-- Opening Marker --

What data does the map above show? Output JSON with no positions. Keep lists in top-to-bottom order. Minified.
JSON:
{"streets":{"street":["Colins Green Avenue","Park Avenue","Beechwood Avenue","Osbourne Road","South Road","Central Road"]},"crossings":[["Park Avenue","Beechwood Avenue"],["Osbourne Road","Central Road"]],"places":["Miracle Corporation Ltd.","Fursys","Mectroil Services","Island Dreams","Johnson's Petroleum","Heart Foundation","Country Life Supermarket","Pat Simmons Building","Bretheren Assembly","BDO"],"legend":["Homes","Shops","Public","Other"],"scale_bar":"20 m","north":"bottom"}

-- Closing Marker --
-- Opening Marker --

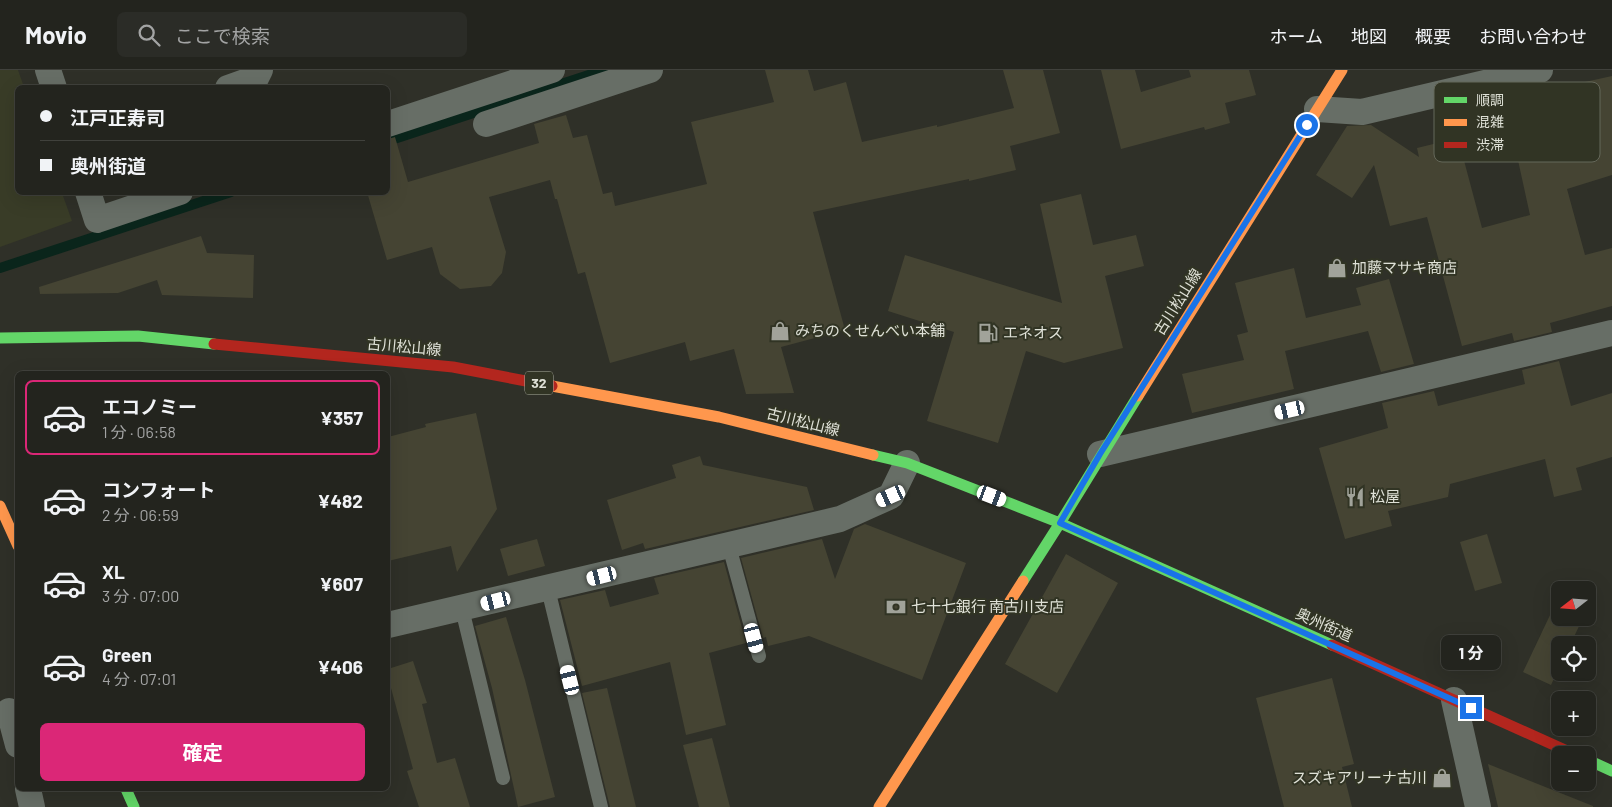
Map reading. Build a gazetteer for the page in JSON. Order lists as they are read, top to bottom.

-- Closing Marker --
-- Opening Marker --

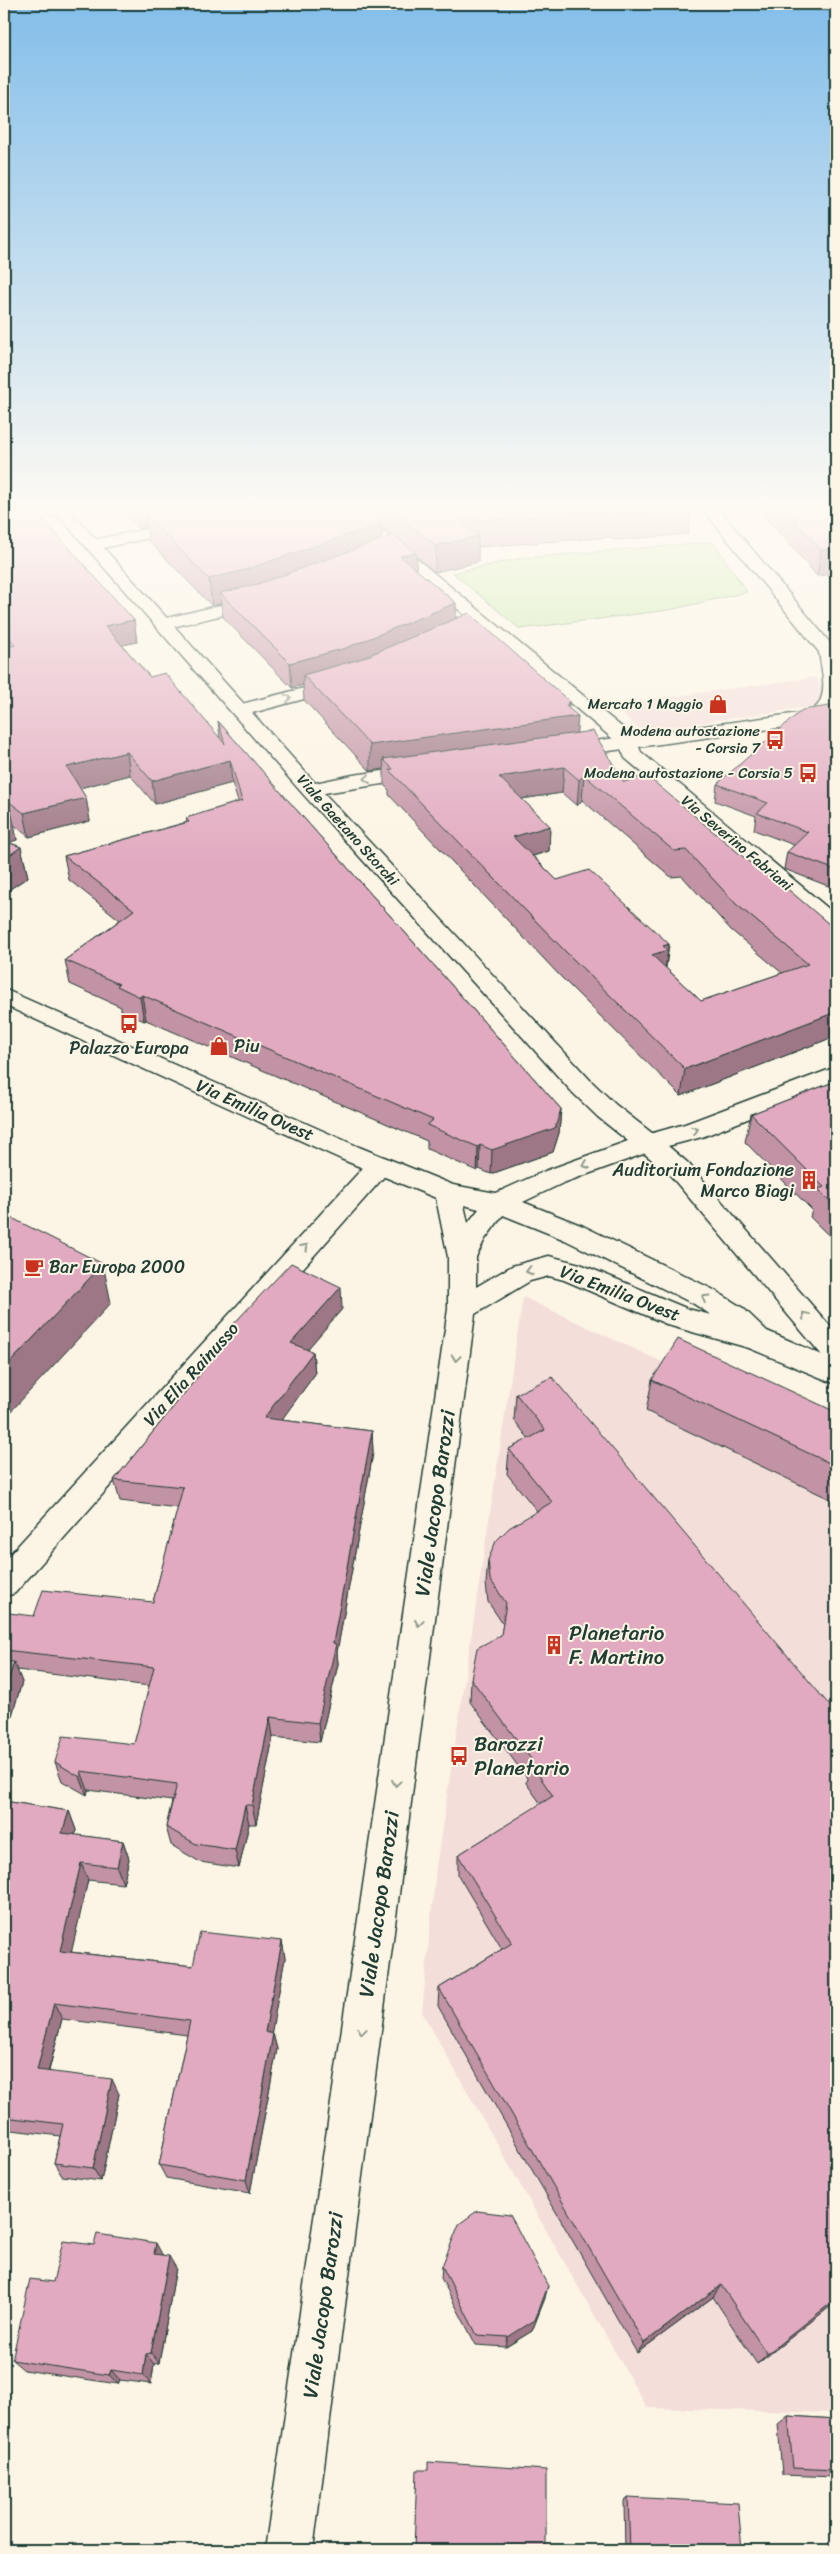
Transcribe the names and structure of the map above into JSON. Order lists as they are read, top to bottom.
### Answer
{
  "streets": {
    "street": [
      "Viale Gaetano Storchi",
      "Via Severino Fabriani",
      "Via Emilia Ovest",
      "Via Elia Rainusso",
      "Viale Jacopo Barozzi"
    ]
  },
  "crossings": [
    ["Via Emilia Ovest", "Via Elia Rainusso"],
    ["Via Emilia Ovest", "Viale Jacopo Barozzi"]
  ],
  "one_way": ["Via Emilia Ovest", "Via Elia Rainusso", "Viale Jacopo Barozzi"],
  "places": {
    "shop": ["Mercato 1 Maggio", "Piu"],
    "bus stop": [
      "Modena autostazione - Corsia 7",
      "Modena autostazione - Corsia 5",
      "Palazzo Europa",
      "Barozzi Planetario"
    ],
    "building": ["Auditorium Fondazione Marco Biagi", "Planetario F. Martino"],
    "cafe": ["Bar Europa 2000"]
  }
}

-- Closing Marker --

ASSIGNMENT
Should a line in the material contain "above", copy it.

SOLUTION
What data does the map above show? Output JSON with no positions. Keep lists in top-to-bottom order. Minified.
Transcribe the names and structure of the map above into JSON. Order lists as they are read, top to bottom.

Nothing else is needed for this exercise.